(To do)
What you should repeat is the run of lines from the top of the listing below through the line with "position:relative; height:1003px; overflow:hidden", exactly, with no pictures.

(Records supplied)
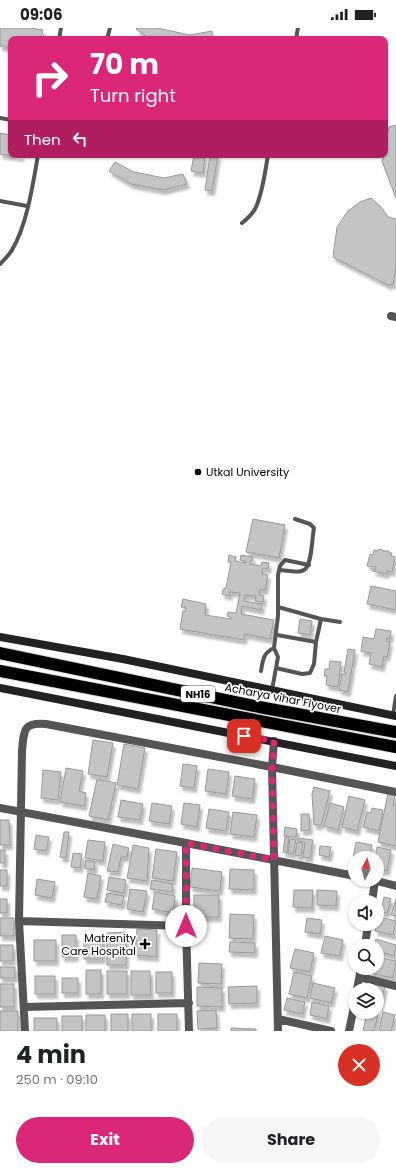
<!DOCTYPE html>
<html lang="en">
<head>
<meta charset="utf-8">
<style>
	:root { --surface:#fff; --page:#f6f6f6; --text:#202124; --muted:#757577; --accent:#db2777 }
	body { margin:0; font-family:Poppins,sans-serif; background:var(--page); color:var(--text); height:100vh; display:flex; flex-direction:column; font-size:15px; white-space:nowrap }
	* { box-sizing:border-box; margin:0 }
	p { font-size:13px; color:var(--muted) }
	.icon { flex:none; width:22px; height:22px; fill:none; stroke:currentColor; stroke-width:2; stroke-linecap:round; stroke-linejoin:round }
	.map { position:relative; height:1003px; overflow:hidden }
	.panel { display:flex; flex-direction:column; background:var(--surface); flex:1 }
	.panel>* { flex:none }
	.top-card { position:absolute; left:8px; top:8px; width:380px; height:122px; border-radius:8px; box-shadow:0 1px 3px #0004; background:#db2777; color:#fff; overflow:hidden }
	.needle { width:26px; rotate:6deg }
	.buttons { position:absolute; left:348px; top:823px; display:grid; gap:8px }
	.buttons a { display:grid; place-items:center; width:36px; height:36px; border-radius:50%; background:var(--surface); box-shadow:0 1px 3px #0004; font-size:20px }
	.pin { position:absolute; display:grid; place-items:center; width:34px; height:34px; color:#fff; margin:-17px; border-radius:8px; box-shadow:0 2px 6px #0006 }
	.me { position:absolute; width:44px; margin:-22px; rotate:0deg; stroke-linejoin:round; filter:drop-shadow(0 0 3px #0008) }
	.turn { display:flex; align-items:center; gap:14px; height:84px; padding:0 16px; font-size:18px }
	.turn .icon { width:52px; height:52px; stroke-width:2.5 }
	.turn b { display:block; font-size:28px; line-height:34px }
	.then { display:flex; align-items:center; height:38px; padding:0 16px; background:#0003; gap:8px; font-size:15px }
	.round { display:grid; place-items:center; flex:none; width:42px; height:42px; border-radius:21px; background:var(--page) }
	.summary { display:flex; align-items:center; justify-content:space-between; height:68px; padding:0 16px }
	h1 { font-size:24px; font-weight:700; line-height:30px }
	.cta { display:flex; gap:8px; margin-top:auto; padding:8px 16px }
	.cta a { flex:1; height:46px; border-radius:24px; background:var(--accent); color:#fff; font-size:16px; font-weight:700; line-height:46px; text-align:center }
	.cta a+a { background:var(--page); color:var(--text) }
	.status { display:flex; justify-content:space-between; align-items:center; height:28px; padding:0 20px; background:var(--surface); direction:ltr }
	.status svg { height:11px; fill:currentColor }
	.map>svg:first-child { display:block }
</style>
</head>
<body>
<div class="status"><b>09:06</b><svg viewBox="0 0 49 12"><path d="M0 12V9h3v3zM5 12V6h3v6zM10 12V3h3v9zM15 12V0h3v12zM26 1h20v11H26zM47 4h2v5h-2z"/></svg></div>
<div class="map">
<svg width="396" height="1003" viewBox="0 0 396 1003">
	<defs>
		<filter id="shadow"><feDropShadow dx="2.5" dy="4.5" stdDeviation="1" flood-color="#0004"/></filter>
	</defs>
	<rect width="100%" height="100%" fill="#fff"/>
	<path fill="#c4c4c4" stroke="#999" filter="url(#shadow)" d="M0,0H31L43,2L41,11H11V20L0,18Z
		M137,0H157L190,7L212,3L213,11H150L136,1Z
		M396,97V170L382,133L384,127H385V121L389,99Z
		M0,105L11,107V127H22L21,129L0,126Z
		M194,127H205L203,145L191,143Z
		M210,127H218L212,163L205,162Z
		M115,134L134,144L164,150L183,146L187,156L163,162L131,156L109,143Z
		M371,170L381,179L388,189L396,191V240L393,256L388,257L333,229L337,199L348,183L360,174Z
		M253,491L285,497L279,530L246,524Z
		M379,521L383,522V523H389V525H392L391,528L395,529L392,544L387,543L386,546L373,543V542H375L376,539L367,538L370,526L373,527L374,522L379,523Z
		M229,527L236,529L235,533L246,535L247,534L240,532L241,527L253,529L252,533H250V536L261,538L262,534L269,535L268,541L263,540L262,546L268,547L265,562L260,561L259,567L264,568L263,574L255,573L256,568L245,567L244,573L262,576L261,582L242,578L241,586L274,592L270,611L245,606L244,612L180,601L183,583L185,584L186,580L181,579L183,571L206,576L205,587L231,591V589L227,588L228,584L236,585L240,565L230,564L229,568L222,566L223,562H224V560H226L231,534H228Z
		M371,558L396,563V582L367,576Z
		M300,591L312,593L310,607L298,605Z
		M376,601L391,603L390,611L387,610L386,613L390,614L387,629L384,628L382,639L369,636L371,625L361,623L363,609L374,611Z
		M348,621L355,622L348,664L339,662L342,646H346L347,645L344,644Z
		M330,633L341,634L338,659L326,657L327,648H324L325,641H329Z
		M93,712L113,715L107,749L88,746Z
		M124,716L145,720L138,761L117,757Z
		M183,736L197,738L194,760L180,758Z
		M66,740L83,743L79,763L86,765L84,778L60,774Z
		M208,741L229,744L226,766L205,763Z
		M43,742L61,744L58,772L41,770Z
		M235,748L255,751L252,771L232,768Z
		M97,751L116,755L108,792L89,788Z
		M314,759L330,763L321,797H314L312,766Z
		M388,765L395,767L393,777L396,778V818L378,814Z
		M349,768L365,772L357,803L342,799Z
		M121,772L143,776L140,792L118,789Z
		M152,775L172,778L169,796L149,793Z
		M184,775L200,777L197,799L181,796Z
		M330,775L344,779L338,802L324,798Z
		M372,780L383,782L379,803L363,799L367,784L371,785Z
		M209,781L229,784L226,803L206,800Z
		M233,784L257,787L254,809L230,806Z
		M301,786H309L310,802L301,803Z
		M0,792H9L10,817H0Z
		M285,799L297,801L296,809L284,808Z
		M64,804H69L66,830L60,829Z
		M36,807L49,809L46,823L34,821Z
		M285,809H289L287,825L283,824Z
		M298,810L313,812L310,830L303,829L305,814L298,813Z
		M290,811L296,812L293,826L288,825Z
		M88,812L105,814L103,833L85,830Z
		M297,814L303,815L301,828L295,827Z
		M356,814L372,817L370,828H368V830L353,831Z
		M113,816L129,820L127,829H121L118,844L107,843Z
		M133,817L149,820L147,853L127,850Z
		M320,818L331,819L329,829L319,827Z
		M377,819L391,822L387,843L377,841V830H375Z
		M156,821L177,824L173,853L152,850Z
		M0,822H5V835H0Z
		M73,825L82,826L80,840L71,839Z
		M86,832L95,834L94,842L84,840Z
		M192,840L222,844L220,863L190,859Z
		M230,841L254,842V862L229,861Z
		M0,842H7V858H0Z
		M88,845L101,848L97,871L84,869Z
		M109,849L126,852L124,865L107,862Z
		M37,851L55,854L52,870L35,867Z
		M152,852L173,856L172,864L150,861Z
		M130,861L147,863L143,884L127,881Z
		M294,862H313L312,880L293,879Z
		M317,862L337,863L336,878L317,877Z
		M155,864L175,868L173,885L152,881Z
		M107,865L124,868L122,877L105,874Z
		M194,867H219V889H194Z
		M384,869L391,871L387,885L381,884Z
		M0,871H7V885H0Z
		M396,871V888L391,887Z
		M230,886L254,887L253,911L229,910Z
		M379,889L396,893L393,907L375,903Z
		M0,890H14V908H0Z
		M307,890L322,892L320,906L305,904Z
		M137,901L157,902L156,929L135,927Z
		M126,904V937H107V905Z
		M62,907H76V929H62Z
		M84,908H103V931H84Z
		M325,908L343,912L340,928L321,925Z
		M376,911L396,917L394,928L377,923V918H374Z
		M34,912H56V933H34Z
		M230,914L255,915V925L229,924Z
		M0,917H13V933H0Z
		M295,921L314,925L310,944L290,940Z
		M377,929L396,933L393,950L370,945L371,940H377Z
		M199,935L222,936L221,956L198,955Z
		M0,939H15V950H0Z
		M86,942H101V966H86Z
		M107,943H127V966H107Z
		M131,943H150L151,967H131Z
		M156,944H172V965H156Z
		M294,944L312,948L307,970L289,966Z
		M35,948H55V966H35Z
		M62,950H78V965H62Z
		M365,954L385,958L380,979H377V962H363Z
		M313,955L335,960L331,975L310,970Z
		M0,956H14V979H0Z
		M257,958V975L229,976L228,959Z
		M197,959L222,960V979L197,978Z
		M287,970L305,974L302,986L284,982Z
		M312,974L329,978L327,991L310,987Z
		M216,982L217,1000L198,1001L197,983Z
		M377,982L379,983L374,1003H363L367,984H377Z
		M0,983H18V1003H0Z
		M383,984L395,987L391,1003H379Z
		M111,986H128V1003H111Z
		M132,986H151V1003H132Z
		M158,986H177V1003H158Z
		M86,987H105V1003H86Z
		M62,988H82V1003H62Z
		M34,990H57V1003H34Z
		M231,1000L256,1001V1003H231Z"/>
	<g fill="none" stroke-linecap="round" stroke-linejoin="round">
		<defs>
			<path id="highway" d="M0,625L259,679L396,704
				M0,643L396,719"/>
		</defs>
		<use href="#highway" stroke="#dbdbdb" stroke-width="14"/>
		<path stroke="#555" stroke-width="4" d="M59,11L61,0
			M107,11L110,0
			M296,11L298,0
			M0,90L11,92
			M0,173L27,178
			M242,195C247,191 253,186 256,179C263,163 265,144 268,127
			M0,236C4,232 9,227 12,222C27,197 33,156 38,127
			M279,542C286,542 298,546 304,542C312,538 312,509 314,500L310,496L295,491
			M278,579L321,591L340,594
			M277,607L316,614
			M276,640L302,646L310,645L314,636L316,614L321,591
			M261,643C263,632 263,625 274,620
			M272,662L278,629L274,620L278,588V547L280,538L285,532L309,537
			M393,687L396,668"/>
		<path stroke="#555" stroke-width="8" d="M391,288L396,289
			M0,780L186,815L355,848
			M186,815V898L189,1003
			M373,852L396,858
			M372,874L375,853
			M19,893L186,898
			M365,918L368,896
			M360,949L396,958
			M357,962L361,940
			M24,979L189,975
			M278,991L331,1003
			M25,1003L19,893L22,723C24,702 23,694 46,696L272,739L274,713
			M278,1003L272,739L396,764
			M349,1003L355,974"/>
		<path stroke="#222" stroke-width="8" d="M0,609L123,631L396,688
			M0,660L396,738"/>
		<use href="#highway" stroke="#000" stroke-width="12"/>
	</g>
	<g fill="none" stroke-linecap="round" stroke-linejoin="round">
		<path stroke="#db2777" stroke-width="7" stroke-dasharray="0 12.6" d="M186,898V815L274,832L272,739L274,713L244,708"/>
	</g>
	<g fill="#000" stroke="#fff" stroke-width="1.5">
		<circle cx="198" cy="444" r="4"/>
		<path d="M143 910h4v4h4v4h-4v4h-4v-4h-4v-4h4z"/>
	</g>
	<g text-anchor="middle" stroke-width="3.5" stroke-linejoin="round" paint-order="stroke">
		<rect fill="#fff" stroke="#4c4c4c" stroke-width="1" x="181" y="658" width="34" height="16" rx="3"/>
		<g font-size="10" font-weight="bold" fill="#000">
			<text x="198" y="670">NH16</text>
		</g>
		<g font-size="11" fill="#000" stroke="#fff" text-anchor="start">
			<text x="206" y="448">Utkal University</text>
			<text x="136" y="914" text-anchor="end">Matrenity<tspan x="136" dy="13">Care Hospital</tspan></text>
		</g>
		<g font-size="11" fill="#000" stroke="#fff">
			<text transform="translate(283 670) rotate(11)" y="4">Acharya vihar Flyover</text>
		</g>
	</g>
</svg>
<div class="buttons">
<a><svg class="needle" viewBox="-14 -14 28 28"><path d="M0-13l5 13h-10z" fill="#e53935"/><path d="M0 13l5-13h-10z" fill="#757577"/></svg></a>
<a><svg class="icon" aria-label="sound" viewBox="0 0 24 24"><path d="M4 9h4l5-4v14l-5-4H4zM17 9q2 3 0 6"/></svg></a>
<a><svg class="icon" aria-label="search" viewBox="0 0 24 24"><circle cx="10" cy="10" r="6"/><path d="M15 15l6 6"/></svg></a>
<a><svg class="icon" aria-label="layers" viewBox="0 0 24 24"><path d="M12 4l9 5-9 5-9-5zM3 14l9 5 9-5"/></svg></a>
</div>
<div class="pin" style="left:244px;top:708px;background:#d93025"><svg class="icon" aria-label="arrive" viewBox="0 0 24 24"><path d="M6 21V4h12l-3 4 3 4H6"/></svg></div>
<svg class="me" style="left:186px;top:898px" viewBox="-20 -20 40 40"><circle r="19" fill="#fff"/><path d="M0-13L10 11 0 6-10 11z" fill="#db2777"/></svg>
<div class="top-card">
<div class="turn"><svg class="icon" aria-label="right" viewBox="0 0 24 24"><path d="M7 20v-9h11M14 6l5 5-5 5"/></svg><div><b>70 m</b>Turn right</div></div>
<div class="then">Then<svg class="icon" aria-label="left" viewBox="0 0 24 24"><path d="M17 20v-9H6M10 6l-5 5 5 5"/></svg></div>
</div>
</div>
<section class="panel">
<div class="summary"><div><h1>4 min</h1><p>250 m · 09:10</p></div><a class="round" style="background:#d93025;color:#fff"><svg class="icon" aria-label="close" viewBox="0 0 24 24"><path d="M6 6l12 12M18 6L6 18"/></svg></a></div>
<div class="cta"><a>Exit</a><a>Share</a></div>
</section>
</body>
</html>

(Response below)
<!DOCTYPE html>
<html lang="en">
<head>
<meta charset="utf-8">
<style>
	:root { --surface:#fff; --page:#f6f6f6; --text:#202124; --muted:#757577; --accent:#db2777 }
	body { margin:0; font-family:Poppins,sans-serif; background:var(--page); color:var(--text); height:100vh; display:flex; flex-direction:column; font-size:15px; white-space:nowrap }
	* { box-sizing:border-box; margin:0 }
	p { font-size:13px; color:var(--muted) }
	.icon { flex:none; width:22px; height:22px; fill:none; stroke:currentColor; stroke-width:2; stroke-linecap:round; stroke-linejoin:round }
	.map { position:relative; height:1003px; overflow:hidden }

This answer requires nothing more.